Please copy exactly the lines that run from the start of the entries to the line containing "Convert the image above", inclusive.

########

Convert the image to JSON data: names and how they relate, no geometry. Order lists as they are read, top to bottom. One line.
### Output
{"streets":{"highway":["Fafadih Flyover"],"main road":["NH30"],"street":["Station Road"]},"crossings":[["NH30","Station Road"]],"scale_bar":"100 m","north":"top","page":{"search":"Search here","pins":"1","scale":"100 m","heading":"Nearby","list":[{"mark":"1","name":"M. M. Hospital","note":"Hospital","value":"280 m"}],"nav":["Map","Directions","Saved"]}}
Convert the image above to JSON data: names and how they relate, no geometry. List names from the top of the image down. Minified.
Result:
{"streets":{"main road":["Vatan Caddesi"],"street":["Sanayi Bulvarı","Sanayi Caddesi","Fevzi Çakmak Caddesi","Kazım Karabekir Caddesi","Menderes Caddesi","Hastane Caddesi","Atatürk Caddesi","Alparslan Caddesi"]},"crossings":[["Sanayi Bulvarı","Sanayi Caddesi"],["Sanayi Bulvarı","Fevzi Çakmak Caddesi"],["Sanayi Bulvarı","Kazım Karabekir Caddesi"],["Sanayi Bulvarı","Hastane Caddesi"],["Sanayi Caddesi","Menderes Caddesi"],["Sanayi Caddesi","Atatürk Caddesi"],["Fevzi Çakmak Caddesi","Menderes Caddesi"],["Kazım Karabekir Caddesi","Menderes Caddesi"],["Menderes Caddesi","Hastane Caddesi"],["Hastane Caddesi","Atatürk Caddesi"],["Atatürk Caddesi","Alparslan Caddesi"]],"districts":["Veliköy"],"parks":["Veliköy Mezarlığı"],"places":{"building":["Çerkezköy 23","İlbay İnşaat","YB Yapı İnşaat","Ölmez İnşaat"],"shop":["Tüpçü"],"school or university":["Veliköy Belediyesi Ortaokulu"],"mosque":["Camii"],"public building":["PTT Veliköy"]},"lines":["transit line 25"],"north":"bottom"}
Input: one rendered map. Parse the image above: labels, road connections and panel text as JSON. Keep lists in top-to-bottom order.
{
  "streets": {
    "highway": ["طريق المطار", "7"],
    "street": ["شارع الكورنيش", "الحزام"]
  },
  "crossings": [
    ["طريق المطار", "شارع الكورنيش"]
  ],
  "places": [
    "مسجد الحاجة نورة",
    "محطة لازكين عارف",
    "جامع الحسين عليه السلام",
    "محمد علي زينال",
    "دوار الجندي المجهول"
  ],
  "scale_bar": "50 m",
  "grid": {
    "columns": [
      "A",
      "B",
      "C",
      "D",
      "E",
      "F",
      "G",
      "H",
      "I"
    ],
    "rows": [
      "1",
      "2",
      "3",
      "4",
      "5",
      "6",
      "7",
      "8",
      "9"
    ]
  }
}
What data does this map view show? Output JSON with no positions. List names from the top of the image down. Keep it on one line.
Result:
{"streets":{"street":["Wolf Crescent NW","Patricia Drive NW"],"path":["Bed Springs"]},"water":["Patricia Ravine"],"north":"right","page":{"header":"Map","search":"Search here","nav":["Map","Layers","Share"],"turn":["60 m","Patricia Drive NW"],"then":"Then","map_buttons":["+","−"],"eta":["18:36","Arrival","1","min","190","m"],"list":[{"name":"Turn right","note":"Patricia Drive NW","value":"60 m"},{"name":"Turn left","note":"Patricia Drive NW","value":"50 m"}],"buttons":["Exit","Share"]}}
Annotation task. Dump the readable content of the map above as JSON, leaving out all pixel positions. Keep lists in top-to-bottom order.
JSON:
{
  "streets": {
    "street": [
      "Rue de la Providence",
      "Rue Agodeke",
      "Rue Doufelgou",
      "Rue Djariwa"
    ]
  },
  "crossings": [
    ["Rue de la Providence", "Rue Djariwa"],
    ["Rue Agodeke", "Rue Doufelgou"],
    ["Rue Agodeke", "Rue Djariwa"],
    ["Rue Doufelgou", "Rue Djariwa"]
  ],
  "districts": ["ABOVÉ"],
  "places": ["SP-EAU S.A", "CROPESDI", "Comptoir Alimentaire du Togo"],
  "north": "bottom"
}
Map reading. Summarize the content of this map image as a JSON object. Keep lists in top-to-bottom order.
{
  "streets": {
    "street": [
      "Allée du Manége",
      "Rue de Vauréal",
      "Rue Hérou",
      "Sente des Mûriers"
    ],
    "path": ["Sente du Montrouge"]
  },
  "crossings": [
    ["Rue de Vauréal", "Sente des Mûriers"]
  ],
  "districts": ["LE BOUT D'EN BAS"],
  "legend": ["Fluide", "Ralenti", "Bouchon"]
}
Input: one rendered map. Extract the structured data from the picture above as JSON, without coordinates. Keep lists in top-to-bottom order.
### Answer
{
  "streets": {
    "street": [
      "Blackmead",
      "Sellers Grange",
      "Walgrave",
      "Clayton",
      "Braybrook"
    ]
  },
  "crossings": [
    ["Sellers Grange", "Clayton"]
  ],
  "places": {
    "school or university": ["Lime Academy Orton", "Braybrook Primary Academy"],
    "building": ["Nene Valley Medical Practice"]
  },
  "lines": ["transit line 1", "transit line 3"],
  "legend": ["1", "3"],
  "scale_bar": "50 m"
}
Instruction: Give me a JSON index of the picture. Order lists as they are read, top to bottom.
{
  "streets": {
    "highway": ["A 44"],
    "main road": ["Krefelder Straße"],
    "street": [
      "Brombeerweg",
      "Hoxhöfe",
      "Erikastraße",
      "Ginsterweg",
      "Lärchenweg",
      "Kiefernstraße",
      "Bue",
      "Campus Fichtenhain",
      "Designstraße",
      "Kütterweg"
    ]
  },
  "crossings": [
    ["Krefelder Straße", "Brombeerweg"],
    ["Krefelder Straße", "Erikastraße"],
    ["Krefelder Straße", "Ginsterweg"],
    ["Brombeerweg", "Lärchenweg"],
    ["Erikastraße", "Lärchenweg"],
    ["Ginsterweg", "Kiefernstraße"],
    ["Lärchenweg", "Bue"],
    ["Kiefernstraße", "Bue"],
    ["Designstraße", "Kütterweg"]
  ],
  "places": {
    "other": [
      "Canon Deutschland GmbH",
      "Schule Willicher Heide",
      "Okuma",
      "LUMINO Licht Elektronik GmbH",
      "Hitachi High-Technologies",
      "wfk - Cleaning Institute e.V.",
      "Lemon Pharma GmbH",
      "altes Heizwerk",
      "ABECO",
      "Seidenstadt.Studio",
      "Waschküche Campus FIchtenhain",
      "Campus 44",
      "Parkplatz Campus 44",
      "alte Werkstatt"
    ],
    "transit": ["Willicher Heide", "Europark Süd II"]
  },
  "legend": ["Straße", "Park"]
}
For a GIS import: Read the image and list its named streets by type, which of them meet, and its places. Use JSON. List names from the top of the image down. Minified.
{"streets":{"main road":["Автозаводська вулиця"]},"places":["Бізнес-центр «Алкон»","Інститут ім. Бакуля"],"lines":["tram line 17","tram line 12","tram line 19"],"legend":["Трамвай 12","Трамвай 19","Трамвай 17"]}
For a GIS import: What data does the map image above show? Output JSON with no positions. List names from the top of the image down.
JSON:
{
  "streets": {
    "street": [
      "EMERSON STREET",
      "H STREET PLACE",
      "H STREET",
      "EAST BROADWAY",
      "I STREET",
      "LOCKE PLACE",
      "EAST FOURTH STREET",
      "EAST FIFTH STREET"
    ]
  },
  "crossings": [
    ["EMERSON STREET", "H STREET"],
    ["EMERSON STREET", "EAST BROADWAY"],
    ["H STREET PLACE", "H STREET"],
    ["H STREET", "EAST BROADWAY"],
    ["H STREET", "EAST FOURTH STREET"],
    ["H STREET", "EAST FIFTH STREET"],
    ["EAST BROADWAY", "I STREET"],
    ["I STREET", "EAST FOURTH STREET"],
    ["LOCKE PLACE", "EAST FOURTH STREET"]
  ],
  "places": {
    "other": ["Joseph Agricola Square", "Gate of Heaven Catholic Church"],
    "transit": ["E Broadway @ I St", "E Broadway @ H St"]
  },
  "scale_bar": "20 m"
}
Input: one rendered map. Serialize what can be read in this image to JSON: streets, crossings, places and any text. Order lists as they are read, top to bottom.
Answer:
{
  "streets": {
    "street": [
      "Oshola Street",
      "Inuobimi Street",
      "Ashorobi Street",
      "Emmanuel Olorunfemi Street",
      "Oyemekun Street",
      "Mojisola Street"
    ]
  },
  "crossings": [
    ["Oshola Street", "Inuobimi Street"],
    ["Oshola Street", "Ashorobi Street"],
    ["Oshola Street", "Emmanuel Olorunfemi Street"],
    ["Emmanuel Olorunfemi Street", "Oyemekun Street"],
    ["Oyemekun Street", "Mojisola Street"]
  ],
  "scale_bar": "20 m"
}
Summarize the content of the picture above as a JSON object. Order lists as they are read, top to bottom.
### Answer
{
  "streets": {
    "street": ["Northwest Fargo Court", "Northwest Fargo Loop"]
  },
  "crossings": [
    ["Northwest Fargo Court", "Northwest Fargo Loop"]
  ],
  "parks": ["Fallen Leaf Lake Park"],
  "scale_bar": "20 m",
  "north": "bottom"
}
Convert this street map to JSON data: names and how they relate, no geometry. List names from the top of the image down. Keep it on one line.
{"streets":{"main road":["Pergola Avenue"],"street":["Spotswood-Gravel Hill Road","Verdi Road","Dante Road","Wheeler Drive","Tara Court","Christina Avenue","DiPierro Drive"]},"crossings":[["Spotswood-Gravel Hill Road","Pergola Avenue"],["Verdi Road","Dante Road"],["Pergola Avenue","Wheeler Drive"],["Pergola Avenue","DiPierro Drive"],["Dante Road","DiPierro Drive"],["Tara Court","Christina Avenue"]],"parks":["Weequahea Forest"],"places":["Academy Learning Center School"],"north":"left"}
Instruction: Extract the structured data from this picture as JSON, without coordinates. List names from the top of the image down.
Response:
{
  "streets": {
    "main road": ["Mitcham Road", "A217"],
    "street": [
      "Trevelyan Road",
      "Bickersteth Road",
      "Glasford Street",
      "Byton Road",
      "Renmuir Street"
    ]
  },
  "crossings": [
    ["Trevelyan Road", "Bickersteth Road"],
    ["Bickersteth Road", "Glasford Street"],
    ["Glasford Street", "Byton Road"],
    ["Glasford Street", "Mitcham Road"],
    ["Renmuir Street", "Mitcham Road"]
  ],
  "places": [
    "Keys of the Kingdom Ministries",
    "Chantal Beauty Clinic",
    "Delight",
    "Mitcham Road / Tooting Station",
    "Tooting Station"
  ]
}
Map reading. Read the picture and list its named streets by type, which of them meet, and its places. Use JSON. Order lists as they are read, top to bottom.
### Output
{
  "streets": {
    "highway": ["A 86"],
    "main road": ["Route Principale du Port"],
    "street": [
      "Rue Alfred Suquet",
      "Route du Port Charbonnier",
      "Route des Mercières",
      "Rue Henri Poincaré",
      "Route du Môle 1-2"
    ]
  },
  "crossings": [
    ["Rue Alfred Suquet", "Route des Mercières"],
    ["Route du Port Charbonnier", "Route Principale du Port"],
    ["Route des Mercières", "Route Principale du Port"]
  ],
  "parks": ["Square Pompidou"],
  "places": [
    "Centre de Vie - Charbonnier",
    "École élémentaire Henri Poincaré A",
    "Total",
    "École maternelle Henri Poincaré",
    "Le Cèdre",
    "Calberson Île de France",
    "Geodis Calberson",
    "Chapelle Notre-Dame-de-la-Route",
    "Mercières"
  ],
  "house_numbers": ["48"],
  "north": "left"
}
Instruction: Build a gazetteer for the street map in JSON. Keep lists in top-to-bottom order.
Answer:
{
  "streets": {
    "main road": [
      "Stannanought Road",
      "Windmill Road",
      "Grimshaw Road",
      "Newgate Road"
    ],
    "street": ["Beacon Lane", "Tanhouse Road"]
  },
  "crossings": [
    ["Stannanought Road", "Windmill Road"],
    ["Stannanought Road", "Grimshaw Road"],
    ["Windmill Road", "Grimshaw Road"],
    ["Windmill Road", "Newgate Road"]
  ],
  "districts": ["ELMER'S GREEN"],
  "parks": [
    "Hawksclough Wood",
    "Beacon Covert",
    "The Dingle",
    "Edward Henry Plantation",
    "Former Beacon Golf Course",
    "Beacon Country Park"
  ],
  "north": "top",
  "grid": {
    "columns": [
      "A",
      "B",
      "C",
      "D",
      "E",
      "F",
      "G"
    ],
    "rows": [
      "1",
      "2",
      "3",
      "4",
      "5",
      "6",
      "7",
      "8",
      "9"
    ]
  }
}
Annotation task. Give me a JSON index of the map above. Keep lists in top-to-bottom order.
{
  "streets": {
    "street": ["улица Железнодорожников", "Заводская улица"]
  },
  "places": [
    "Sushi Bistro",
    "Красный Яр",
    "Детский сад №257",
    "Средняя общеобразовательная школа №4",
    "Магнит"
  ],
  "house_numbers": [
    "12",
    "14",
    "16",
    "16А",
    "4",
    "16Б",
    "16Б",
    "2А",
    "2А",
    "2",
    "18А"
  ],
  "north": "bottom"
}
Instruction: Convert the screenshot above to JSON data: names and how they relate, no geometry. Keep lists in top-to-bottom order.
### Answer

########

[THE COMPLETED TASK]
Convert the image to JSON data: names and how they relate, no geometry. Order lists as they are read, top to bottom. One line.
### Output
{"streets":{"highway":["Fafadih Flyover"],"main road":["NH30"],"street":["Station Road"]},"crossings":[["NH30","Station Road"]],"scale_bar":"100 m","north":"top","page":{"search":"Search here","pins":"1","scale":"100 m","heading":"Nearby","list":[{"mark":"1","name":"M. M. Hospital","note":"Hospital","value":"280 m"}],"nav":["Map","Directions","Saved"]}}
Convert the image above to JSON data: names and how they relate, no geometry. List names from the top of the image down. Minified.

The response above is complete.